Des machines agricoles sans agriculteurs ?

Les Sima Innovation Awards 2017 ont été décernés, nous allons ici parler de l’innovation non pas médaillé d’or mais d’argent. Vu de loin, il ressemble à un tracteur comme un autre, mais quand on regarde de plus près il manque un élément clé : l’agriculteur ! Il s’agit d’un concept de New Holland, le NH Drive, une machine capable d’effectuer un grand nombre de tâches agricoles en autonomie. L’avantage ? Les chantiers peuvent être effectués de jour comme de nuit afin d’exploiter au maximum les périodes climatiques favorables pour le travail au champ. Les machines prennent-elles le contrôle ? Pas pour le moment. L’agriculteur peut suivre depuis un ordinateur ou une tablette, la progression de l’appareil via un écran de traçage des trajectoires et un autre écran affichant en direct les images des caméras embarquées à l’avant et à l’arrière du tracteur. Il peut également, toujours depuis son poste, paramétrer la machine et les outils (régime moteur, vitesse du semis, …). Voilà de quoi rassurer les plus craintifs sur les machines autonomes. Il est également possible de faire fonctionner le NH Drive en tandem avec d’autres machines autonomes ou pilotées.

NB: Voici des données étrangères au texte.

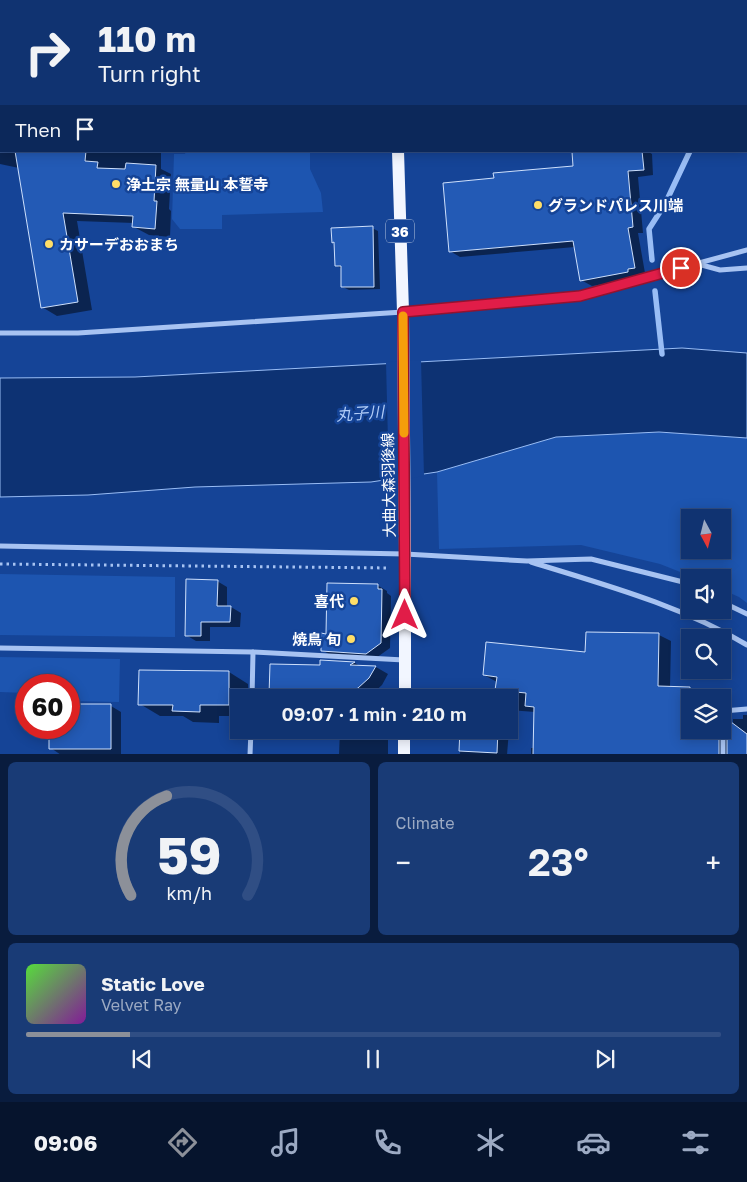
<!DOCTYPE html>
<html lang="en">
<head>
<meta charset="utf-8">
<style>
  body { margin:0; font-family:"Golos Text","Noto Sans JP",sans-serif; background:#193b76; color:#f1f3f6; height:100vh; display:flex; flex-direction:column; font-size:19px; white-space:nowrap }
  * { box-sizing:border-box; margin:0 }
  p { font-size:16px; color:#9caac3 }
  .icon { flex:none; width:28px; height:28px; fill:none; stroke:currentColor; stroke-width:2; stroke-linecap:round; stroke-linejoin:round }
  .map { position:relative; height:754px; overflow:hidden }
  .panel { display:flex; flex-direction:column; gap:8px; padding:8px; background:#091c3e; flex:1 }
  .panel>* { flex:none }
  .hud { position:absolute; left:0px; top:0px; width:748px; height:152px; box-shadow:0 2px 12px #0003,0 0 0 1px #304e84; background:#103371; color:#f1f3f6; overflow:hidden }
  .needle { width:32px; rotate:173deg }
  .buttons { position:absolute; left:681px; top:509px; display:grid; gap:10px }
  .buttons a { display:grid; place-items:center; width:50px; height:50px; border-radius:0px; background:#103371; box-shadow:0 2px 12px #0003,0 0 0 1px #304e84; font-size:25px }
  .speed { position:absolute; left:15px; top:674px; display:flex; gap:10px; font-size:25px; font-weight:700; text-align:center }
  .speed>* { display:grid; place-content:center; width:65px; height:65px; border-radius:50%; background:#103371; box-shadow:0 2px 12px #0003,0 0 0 1px #304e84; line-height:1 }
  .speed .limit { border:8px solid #d22; background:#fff; color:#111 }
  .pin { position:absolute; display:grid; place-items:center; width:42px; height:42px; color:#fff; margin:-21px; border:2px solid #fff; border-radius:50%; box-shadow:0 1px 5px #0007 }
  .me { position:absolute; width:55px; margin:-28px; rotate:0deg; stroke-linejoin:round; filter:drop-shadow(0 0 4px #0008) }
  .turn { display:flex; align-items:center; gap:18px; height:105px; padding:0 15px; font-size:22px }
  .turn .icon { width:65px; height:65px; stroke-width:2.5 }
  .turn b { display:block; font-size:35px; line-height:42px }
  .then { display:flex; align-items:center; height:48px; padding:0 15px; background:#0003; gap:10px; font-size:19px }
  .big { font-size:38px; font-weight:600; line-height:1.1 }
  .panel .widget { flex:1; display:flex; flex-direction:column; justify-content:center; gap:8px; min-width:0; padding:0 18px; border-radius:8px; background:#193b76 }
  .panel .dial { align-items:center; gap:0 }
  .dial svg { height:130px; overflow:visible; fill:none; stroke:#304e84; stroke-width:7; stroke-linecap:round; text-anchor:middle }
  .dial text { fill:#f1f3f6; stroke:none }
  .song { display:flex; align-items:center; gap:15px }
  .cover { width:60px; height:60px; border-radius:8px; background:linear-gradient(135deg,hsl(110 70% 55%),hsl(290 70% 35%)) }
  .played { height:5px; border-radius:2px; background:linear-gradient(90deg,#8c9099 15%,#304e84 15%) }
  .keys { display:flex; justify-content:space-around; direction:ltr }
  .heat { display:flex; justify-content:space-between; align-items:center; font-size:28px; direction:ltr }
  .panel .tiles { flex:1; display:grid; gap:8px; grid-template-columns:1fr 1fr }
  .widget:last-child { grid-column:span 2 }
  .trip { position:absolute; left:230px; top:689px; width:288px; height:50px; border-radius:0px; background:#103371; box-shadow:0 2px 12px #0003,0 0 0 1px #304e84; font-weight:600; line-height:50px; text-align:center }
  .tabs { display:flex; height:80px; justify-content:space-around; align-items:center; background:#06142d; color:#9caac3 }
  .tabs .icon { width:35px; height:35px }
  .tabs .active { color:#8c9099 }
  .tabs b { font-size:22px; color:#f1f3f6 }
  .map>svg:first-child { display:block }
  .green { fill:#1d55b0; fill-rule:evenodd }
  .water { fill:#0d3273; stroke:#99bdf5 }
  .pier { fill:#154497 }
  .shadow { fill:#0007 }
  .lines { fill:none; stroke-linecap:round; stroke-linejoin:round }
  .stream { stroke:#99bdf5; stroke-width:5.5 }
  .building { fill:#235ab5; stroke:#cee0fc }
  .path { stroke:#a7c3f2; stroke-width:3; stroke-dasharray:2.5 4; stroke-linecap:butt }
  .minor { stroke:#a7c3f2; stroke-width:5 }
  .primary { stroke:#f2f6ff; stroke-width:12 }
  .route-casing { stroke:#92132f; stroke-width:12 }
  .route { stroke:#e11d48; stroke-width:9 }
  .slow { stroke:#f59e0b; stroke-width:9 }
  .poi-dot { fill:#ffde68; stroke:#154497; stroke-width:2 }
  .labels { text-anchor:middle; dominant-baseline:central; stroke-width:5; stroke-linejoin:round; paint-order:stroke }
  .shield { fill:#154497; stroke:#b9c7e0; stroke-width:1 }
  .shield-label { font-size:14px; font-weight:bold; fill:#fff }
  .poi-label { font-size:15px; font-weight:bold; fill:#fff; stroke:#154497; text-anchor:start }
  .street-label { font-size:15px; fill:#fff; stroke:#154497 }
  .water-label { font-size:16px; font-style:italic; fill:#b3cef8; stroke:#154497 }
</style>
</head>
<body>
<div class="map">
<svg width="747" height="755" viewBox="0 0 747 755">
  <rect width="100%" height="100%" fill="#154497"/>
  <g class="green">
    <path d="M162,0H372V1H163Z"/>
    <path d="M186,151H310V169L321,193L323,212L222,215V229H180L172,219L174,154H185Z"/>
    <path d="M659,432L747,438V603L739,597L723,590L722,578L693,577L660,564L581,545L439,549L437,472L556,437ZM690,518H722V550H690Z"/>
    <path d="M0,574L175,577V637L0,635Z"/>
    <path d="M0,657L120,659L119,702L69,701V685H26V693L0,692Z"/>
  </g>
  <path class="water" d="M682,348L747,353V438L659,432L556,437L437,472L371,482L195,487L88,495L0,497V378L135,377Z"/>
  <path class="pier" d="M421,360L424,476L389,482L386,362Z"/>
  <g class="shadow">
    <rect x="39" y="0" width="132" height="1"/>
    <rect x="502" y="0" width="40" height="1"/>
    <path d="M0,129L1,151H161V169L171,174L169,209L171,211L170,237L149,235L134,227V223L77,221L92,310L57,316L42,307L19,168L0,164Z"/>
    <path d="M598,151H647L652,154L653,175L638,177L643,233H638L645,273L638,274V278L592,286L581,280L575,247L460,257L450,251L495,180L575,168Z"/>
    <path d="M372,228L378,231L380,289L349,290L343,287L342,269L336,265V243L333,242Z"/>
    <path d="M217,581L227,587V607H231L241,613L240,627H210V641H196L186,635Z"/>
    <path d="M377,585L387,591V593L391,596L390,648L376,658L332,656L322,650L327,635Z"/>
    <path d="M587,633L659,635L671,641L670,688H687L703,698H690V730L722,729L729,733V727L733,726V719H743V715H747V755H531V748H534L535,712L509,710V698H496L497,682L484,675L586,653Z"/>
    <path d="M321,661L355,663L361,667H376L388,674L382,685L368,698H270L271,665L321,666Z"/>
    <path d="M229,672L248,684V698H239V716H219V723L193,722L183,716H160L140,704Z"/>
    <path d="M69,706H111L121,712V755H61L51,748V728H69Z"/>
    <path d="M340,730H388V755H339Z"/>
    <path d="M461,730H509L507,755H460Z"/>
  </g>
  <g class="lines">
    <g class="stream">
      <path d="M746,69L747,68"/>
      <path d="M652,260L649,229L665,204L690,151"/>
      <path d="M655,291L662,354"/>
    </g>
  </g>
  <g class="building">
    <path d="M15,151H86L85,161L98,162L97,168L125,169L126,163L156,165L154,201H157L155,229L132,227L133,216L63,213L78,302L41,308Z"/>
    <path d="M586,151H642L644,170L628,171L633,227L628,228L635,268L628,269V272L580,281L573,241L449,252L443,183L494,178L493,173L573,166L572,152Z"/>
    <path d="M373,226L374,287H341V266H335L334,242L332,243L331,228Z"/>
    <path d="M186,579L218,580L217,606H231L230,622H201V636H185Z"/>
    <path d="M327,583L378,584V589H382L381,643L366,654L321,651V633L326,634Z"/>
    <path d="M586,632L659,633L658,686L690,687V730H719V755H533L534,707L525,706L526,693L495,690L497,677L483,675L486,642L585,652Z"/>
    <path d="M320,660L355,662L350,665L376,666L369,678L358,688L346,694L333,693L332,698H291V696L269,695L270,664L320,665Z"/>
    <path d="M139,670L229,671V705H200V712L172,711L173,705H138Z"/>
    <path d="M69,704H111V749H49V728H69Z"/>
    <path d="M731,722L747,734V755H727V730H731Z"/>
    <path d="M460,730H498L497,753L459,751Z"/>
  </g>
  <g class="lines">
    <path class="path" d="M0,564L390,568"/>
    <g class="minor">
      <path d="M0,6V0"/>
      <path d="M698,264L720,270L747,268"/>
      <path d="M0,333H78L403,312L580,295L747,250"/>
      <path d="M0,546L405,554L527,561L591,559L683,582L690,585"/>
      <path d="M531,562C605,585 680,605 747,645"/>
      <path d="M722,602L747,614"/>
      <path d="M0,648L253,652L404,660"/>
      <path d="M252,698L253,652"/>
      <path d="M250,755L251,730"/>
      <path d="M723,755V711L747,709"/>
    </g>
    <g class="primary">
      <path d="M396,0V1"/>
      <path d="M398,151L403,312L405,554V698"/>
      <path d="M404,755V730"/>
    </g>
  </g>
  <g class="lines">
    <defs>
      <path id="route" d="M405,615L403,312L580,296L681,268"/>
    </defs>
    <use href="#route" class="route-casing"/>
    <use href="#route" class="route"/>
    <path class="slow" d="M403,316L404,433"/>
  </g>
  <g class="poi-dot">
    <circle cx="116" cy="184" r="5"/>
    <circle cx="538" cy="205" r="5"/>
    <circle cx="49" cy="244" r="5"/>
    <circle cx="354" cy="601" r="5"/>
    <circle cx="351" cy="639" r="5"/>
  </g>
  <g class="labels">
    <rect class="shield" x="386" y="219.5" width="28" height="23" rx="4"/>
    <g class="shield-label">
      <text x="400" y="231">36</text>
    </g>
    <g class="poi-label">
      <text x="126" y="184">浄土宗 無量山 本誓寺</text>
      <text x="548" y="205">グランドパレス川端</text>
      <text x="59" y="244">カサーデおおまち</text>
      <text x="344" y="601" text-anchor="end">喜代</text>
      <text x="341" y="639" text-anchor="end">焼鳥 旬</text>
    </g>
    <g class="street-label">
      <text transform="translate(388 485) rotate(-91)">大曲大森羽後線</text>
    </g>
    <g class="water-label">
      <text transform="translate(360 413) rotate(-4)">丸子川</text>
    </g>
  </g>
</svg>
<div class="buttons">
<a><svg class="needle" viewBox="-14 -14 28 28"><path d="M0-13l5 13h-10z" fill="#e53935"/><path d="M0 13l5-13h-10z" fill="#9caac3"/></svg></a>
<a><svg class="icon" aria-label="sound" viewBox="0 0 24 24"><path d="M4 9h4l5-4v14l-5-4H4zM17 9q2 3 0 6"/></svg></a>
<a><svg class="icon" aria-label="search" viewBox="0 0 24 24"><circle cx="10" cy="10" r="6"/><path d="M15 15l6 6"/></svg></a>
<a><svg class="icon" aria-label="layers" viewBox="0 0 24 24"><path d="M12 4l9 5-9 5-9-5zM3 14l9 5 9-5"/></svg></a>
</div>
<div class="speed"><div class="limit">60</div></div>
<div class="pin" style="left:681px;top:268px;background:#d93025"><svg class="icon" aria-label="arrive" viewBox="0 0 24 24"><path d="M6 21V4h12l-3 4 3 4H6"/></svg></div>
<svg class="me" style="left:405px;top:615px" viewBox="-20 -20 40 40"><path d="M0-17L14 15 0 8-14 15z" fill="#e11d48" stroke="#fff" stroke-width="4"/></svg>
<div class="trip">09:07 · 1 min · 210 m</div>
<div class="hud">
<div class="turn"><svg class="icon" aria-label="right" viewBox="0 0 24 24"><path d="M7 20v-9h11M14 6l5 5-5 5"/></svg><div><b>110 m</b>Turn right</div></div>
<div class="then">Then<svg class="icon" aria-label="arrive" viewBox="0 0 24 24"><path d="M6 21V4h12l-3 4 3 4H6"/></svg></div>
</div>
</div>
<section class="panel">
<div class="tiles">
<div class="widget dial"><svg viewBox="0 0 100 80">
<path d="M14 69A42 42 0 1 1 86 69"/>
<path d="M14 69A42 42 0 0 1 36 8" stroke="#8c9099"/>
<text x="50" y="56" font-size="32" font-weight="700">59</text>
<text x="50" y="72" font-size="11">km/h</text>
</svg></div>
<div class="widget"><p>Climate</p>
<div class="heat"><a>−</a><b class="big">23°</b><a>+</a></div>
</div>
<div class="widget">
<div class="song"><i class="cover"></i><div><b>Static Love</b><p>Velvet Ray</p></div></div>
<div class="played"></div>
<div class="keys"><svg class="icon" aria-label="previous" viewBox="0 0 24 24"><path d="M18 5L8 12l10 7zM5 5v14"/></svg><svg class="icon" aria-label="pause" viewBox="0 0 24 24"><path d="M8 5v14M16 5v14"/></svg><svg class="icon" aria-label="next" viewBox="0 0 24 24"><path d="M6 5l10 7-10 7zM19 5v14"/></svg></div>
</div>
</div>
</section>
<nav class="tabs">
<b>09:06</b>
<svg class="icon active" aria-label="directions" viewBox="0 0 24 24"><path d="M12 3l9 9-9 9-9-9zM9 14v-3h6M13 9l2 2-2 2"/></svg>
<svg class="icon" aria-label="music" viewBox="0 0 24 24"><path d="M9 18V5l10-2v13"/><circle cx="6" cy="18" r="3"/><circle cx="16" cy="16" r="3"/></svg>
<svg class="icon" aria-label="phone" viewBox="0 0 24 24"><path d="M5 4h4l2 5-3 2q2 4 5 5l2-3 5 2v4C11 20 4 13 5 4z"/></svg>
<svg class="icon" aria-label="climate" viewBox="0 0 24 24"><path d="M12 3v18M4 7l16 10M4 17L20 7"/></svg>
<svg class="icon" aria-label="car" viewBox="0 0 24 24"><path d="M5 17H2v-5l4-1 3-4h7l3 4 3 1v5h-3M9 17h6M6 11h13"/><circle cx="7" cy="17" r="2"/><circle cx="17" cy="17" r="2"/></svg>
<svg class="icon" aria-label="filters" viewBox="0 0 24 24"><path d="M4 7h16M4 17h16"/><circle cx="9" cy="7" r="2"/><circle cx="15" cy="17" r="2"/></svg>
</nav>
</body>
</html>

Cependant, ces machines ont leurs limites et on ne peut pas se passer de l’humain dans certaines opérations ou lors de la circulation sur la voie publique. New Holland a fait le choix de conserver la cabine de pilotage, pour que le NH Drive soit parfaitement utilisable par l’agriculteur. Cela est un gros avantage par rapport au Case IH Magnum, un autre tracteur autonome ne disposant pas d’une cabine mais qu’il est tout de même possible de piloter en cas d’urgence. Mais ce choix à un coût économique. Si le Magnum n’a plus de cabine c’est pour compenser le surcoût de la technologie nécessaire à une machine autonome. Car de la technologie il y en a dans ces engins. Ils fonctionnent grâce à la combinaison des systèmes radar, LIDAR et caméra RGB afin de détecter à tout moment un éventuel obstacle. S’il est difficile de trouver des fourchettes de prix possibles pour le NH Drive ou le Magnum, n’oublions pas qu’un LIDAR seul vaut plusieurs milliers d’euros, somme que l’agriculteur aimerait garder dans sa poche.

Le NH Drive nous rappelle que les machines autonomes ne sont pas qu’une aide pour faciliter le travail de l’agriculteur ou des gadgets de luxe. Ils permettent de faire face à la pénurie de main d’œuvre spécialisée dans certains pays, afin de rentabiliser au maximum les activités agricoles. Même si ce n’est pas la première machine autonome, elle permet de remettre en avant l’intérêt des technologies dans l’agriculture pour faire face aux enjeux alimentaires mondiaux.